Right now, there’s nothing typical about my days! I was actually supposed to be in the United States by now, but given COVID-19, am currently still based in Melbourne, Australia. We’re back in lockdown, so I’ve been working from home with all of my team working remotely around the world. My days are never very typical because I have to keep adjusting my sleep schedule to accommodate for the time difference. Most days I’m up at about 6AM. I then will generally have calls from 7AM to 10AM with my team, vendors, partners or investors based in the United States. The rest of the day is spent following up on emails, planning and implementing our marketing activities, planning with our operations and logistics team, speaking to the media and everything in between. Towards the end of the day I usually wind down with dinner with my partner and then we take the dog for a walk together. Once I get back, I usually start my second day around 8PM until midnight, when I have more calls or meetings with people based in LA or New York. I’m hoping as things start to streamline a bit, my days will start to look a little more normal again, but I’m pretty sure this might last a while!
What does your personal hair-care/wash day routine look like? Take us through what BREAD products you use from start to finish.
I like to keep it super simple (which is the reason for BREAD!). I use all three products in BREAD Kit 1- Wash. I start with Hair-Wash, which is like a co-wash meets shampoo. It’s inspired by gentle milky formulas in skin care to provide a nourishing hair and scalp cleanse that won’t strip. This one has my absolute favorite scent, which is a super nostalgic Froot Loop milk-like fragrance! Sometimes I’ll double-cleanse if I can be bothered. I then follow up with the Hair-Mask in sections to give my hair a good deep conditioning treatment. This is infused with Australian Kakadu Plum seed oil which is a super hydrating but lightweight oil that is perfect for both hair and scalp health. Finally, I drench my wet hair in Hair-Oil, which is a silicone-free, multi-purpose oil and then put my hair in a few casual braids. I usually take this out the next morning and my hair is soft. That style will last me about a week until I’m ready to wash again.
Editor's Note: BREAD will be available in-stores at Sephora on August 28th, 2020.

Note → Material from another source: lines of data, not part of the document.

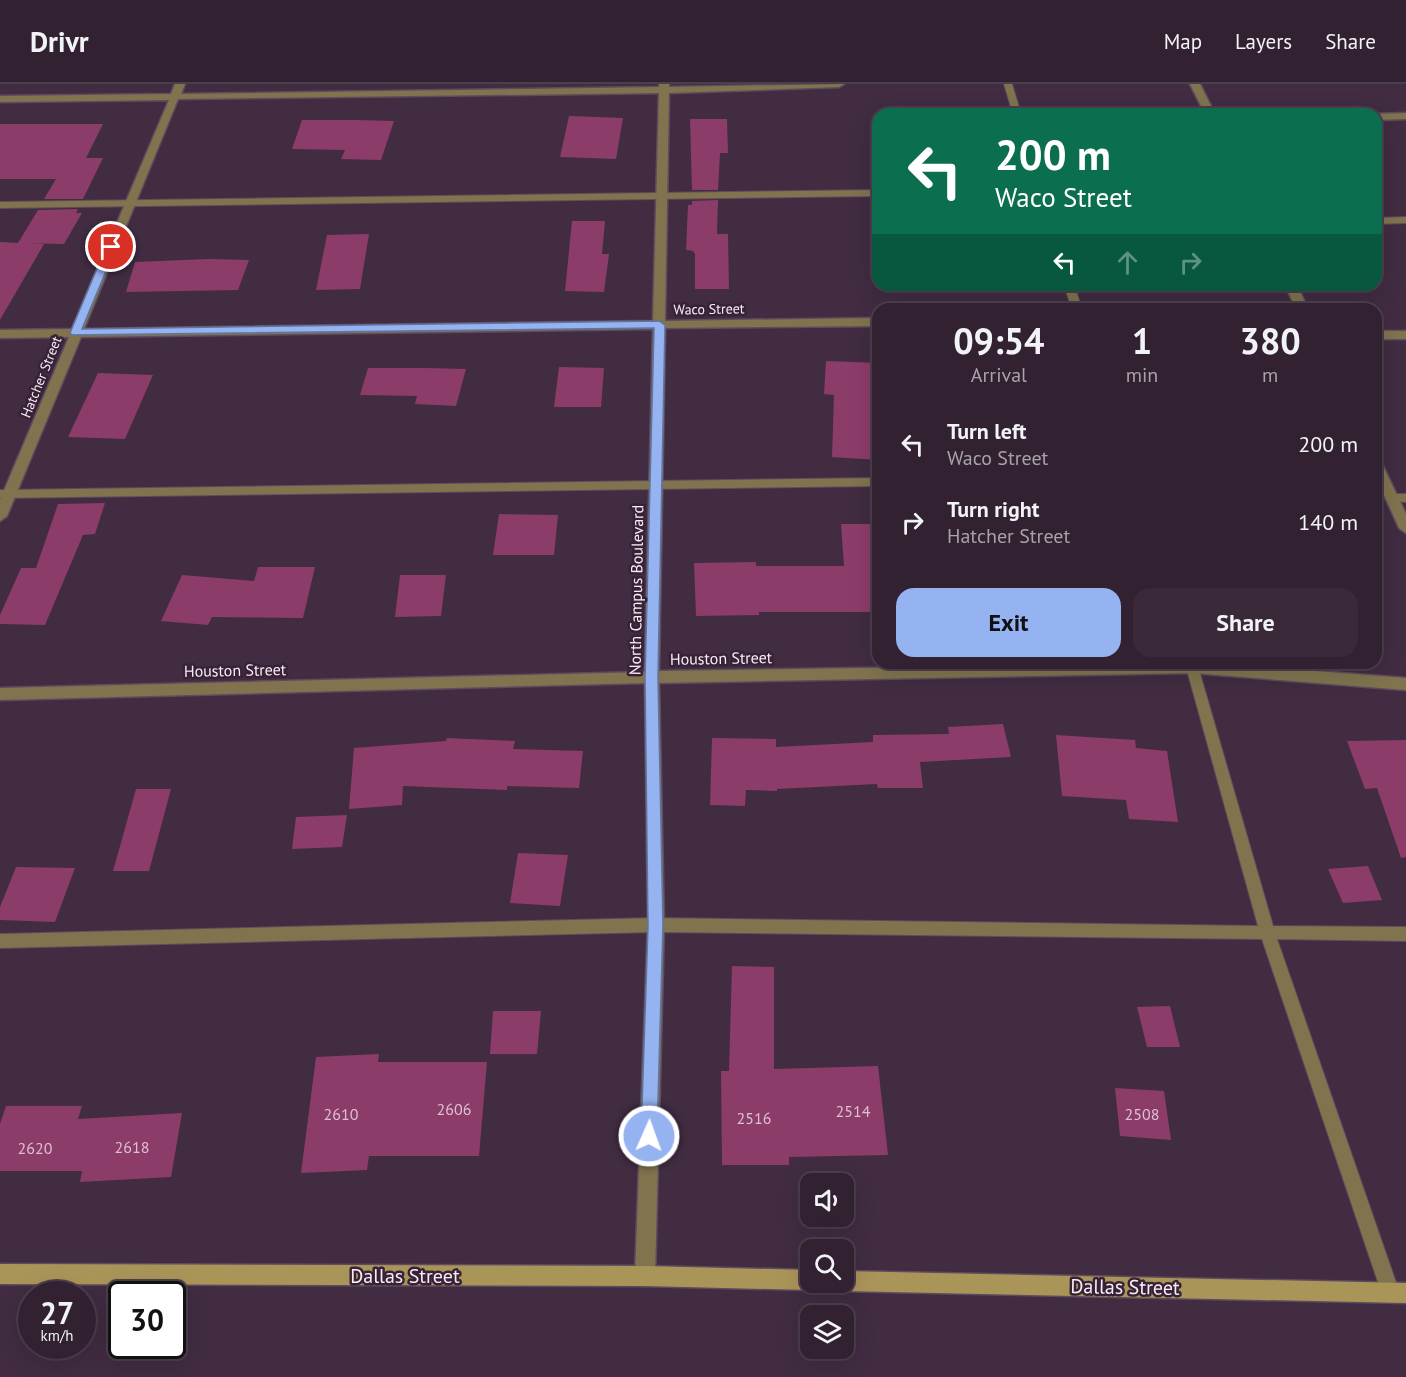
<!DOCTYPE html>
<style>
:root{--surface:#312131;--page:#392939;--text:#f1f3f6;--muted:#a8a3ab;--line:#4c3e4d;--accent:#95b2f1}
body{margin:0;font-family:"PT Sans",sans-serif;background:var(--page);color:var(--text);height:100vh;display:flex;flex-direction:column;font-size:22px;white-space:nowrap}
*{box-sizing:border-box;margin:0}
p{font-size:20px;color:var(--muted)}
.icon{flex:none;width:33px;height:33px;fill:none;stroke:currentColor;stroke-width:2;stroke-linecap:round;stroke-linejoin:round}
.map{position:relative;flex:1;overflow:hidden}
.side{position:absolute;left:872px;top:219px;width:510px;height:366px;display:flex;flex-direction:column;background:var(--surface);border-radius:18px;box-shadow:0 6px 24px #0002,0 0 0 2px var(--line)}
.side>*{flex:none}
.guide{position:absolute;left:872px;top:24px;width:510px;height:183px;border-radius:18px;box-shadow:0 6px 24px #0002,0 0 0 2px var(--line);background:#0b6e4f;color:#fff;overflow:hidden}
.fabs{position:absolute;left:800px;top:1089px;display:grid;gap:12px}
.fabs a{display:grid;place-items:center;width:54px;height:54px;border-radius:12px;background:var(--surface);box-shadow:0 6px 24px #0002,0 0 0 2px var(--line);font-size:30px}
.speed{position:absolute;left:18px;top:1197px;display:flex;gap:12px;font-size:30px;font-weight:700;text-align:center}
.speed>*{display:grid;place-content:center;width:78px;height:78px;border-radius:50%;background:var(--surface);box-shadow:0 6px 24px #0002,0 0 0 2px var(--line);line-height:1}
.speed small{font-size:15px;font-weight:400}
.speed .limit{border:3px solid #111;border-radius:9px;background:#fff;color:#111}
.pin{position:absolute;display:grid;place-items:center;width:51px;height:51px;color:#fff;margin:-26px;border:3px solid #fff;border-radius:50%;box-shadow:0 2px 6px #0007}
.me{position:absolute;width:66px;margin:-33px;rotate:2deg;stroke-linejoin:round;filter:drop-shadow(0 0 4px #0008)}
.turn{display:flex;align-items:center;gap:21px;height:126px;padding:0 24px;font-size:27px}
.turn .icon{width:78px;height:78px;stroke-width:2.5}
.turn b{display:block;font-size:42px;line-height:51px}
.lanes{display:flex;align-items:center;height:57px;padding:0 24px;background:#0003;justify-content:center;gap:30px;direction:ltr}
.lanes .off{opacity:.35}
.eta{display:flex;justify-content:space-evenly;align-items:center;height:102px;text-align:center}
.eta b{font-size:36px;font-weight:700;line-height:42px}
.primary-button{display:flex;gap:12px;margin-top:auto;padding:12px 24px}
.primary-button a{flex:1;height:69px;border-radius:18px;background:var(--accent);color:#111;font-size:24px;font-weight:700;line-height:69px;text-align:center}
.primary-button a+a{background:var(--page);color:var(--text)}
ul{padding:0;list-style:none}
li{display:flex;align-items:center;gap:18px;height:78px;padding:0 24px}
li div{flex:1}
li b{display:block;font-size:22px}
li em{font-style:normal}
header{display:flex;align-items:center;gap:36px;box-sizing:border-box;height:84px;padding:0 30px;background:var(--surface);border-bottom:2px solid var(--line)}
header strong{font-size:28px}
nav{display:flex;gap:33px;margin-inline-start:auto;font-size:21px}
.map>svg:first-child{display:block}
</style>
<header>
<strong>Drivr</strong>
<nav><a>Map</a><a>Layers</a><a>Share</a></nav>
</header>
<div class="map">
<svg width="1406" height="1293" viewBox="0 0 1406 1293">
<rect width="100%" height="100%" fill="#412c41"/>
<path fill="#8c3c69" d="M569,32l54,2 -7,41 -56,-2z
M690,35h37l1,34h-8l-2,37h-26z
M302,36h54l38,1 -13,39 -40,-1 4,-9 -53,-1z
M0,40h103l-17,34h17l-20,41h-39l12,-20h-56z
M718,116l-1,34h11l1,55h-34v-35l-2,-3 -7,-1 2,-45h4v-4z
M78,125l-2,4h6l-18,31 -46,-1 20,-33z
M572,137h33l-3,33h7l-5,38 -39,-1z
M369,150l-9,55 -44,1 11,-55z
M0,158l44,2 -44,76z
M208,175l41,1 -11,30 -112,2 9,-30z
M826,277l52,2v97l-46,-3 2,-62 -10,-1z
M559,283l45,1 -3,39h-47z
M368,284h58l40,1 -10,37 -41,-2 2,-8 -57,-1z
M98,289l55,2 -28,64 -57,-2z
M105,419l-10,31 -12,1 -38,90 -45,-1v-9l21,-47h15l22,-64z
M499,430l59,1 -4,40h-61z
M841,440h30l7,62v26h-119v3l-63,1 -2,-53 62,-1v4h88z
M258,483h57l-12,51 -91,-1 -4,8 -47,-4 21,-46 72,6z
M400,491h46l-5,41 -46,1z
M1003,640l8,33 -91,5 3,26h-45l-1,-4 -100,5v2l-31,-1 -1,16 -35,-1 2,-67 64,1v8l97,-5v-7l76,-1 -1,-7z
M1056,651l79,5 1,8 31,3 11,71 -49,-3 -3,-19 -64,-4z
M447,654l68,3 -2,8 70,2 -4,37 -72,-2v4l-104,-4 -1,19 -53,4 5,-61 92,-7z
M1406,656v117l-5,1 -24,-70 -12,1 -18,-48z
M136,705h35l-22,82h-36z
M347,731l-5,32 -50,2 4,-32z
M518,769l50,2 -8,51 -50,-3z
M1368,782l14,34 -39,3 -15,-34z
M16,783l59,1 -20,54 -55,-2v-13z
M732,882l42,1v102l104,-3 10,89 -99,2v8h-67l-1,-94h8z
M1170,922l10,41h-33l-10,-40z
M493,927h48l-4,43h-47z
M379,970l-1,8h109l-8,94h-110l-2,14 -66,3 15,-116z
M1115,1004l49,3 7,49 -51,-4z
M6,1022h76l-4,13 104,-6 -11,64 -91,5 2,-11h-82v-47z"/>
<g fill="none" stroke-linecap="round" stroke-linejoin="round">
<defs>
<path id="service" d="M1004,0h8l9,30h-8z
M878,106v6l-878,12v-6z
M1406,133v6l-30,1v-6z
M1064,201h10l8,24h-10z
M878,394v8l-878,12v-8z
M1392,410h14v8l-18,-1 -2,-3 2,-3z
M1185,579h12l76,263 133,1v14l-129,-2 123,355 -3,6 -6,3 -6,-3 -3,-6 -120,-355 -606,-7 -656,16v-14l656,-16 602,8z"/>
<path id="minor" d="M175,0h10l-4,10 478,-7v-3h10v3l175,-3 -5,3 -170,6 -4,228 213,-3v8l-213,2 -6,343 553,-8 194,15v12l-214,-17 -533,10 5,242 -9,351 -3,7 -7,3 -7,-3 -3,-7 13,-351 -3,-242 -645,17v-12l645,-16 8,-343 -572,8 -74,179 -7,5v-21l69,-163 -69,1v-8l72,-1 97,-229 -169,2v-6l171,-2zM659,9l-6,228 -569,8 94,-230z
M1190,0h10l15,30h-10z
M1406,29v6l-30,1v-6z
M1285,201h12l11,24h-12z
M1376,247h30v8h-30z
M1376,376l6,4 24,50v19l-7,-5 -23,-51z"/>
<path id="secondary" d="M0,1180l645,2 165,4v12h9l-2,5 -7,3 -165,-4 -645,-2z
M843,1187l563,12v20l-563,-12 -7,-3 -2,-6h9z"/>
</defs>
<use href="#service" stroke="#5f4b5e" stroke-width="2"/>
<use href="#minor" stroke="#5f4b5e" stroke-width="3"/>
<use href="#secondary" stroke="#5f4b5e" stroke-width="3"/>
<use href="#service" fill="#80734e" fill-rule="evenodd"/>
<use href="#minor" fill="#80734e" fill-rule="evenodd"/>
<use href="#secondary" fill="#aa9559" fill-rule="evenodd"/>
</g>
<path fill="#95b2f1" stroke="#61749d" stroke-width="1.5" d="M111,160l5,3 -34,82 577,-8 6,4 -7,352 5,249 -6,210 -2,6 -6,2 -6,-2 -2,-6 7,-210 -3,-249 9,-349 -582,7 -2,-2 36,-86z"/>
<g text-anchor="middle" stroke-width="5" stroke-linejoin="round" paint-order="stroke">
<g font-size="14" fill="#faecf9" stroke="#372236">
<text transform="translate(709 225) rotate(-1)" y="5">Waco Street</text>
<text transform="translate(41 293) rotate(-68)" y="5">Hatcher Street</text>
</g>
<g font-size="16" fill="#faecf9" stroke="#372236">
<text transform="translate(636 506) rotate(-89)" y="6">North Campus Boulevard</text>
<text transform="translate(721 574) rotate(-1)" y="6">Houston Street</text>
<text transform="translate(235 586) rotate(-1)" y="6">Houston Street</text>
</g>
<g font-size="16" fill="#dec0d5">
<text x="454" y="1031">2606</text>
<text x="853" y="1033">2514</text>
<text x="341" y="1036">2610</text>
<text x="1142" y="1036">2508</text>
<text x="754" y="1040">2516</text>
<text x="132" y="1069">2618</text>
<text x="35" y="1070">2620</text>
</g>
<g font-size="20" fill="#faecf9" stroke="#372236">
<text x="405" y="1199">Dallas Street</text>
<text transform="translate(1125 1203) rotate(1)" y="7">Dallas Street</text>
</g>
</g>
</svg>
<div class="fabs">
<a><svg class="icon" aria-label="sound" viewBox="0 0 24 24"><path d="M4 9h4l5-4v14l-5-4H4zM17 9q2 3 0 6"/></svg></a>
<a><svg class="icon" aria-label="search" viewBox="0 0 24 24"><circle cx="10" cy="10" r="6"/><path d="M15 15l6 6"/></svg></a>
<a><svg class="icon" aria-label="layers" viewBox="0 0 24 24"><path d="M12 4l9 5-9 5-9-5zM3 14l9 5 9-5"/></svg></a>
</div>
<div class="speed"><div>27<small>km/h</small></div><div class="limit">30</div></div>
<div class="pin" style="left:111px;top:163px;background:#d93025"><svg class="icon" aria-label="arrive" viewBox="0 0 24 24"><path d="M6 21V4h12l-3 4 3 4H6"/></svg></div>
<svg class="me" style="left:649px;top:1052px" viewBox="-20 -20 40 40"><circle r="17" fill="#95b2f1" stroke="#fff" stroke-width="3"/><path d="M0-11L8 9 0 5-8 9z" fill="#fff"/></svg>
<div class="guide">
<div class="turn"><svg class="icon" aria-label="left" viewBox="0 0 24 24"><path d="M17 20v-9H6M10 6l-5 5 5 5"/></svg><div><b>200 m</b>Waco Street</div></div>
<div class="lanes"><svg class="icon" aria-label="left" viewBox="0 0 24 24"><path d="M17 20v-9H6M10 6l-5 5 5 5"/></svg><svg class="icon off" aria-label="ahead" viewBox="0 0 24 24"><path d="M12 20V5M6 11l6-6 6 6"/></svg><svg class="icon off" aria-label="right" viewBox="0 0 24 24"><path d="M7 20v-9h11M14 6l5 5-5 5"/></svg></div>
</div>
<section class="side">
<div class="eta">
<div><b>09:54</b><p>Arrival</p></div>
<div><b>1</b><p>min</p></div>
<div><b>380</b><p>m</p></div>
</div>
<ul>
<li><svg class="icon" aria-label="left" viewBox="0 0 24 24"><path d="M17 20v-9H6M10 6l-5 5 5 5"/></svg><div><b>Turn left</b><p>Waco Street</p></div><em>200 m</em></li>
<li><svg class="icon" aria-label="right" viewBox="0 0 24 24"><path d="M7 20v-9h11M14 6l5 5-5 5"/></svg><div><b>Turn right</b><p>Hatcher Street</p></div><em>140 m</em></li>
</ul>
<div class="primary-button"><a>Exit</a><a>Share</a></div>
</section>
</div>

How has working on BREAD impacted your life, and what moment in your career are you most proud of so far?I see BREAD as my life's work. It has been such a long journey getting the brand to where it is today — and we’re really only just getting started! I am incredibly proud of myself for remaining motivated and inspired to continue building this brand despite all the time that has passed. I think my proudest moment so far was raising our pre-seed capital. It’s such a rare occurrence for a Black beauty founder to raise pre-seed capital at this level, and with a brand that has zero sales because it’s pre-launch. I never could have dreamt that we would secure the investment partner that we have. It’s a testament to their conviction in me as a founder, which is a huge amount of pressure, but also a huge honor.
What does the future of BREAD look like to you?Ultimately, my goal has always been to create a brand that can make it big. Why? Because I want us to have significant media buying power so that we have the power to really impact the way Black women are represented in media. To achieve our growth vision, our future goals include expansion into styling and treatments, as well taking BREAD global.
What's your advice for an aspiring beauty entrepreneur?
I feel like the most powerful thing each of us has as beauty founders is our unique history and experience as people.
The other thing that I think is truly important is listening to your instincts. There are so many things about BREAD that people tried to talk me out of. One of the pillars of our identity is the face visual on our Hair-Wash and Hair-Mask. This was one of the very first concepts that I wanted to exist within the brand, but along the way so many different designers tried to talk me out of doing it. If I hadn’t stuck to my guns and trusted my instinct on it, it wouldn’t exist, and it’s one of the most identifiable things about our brand.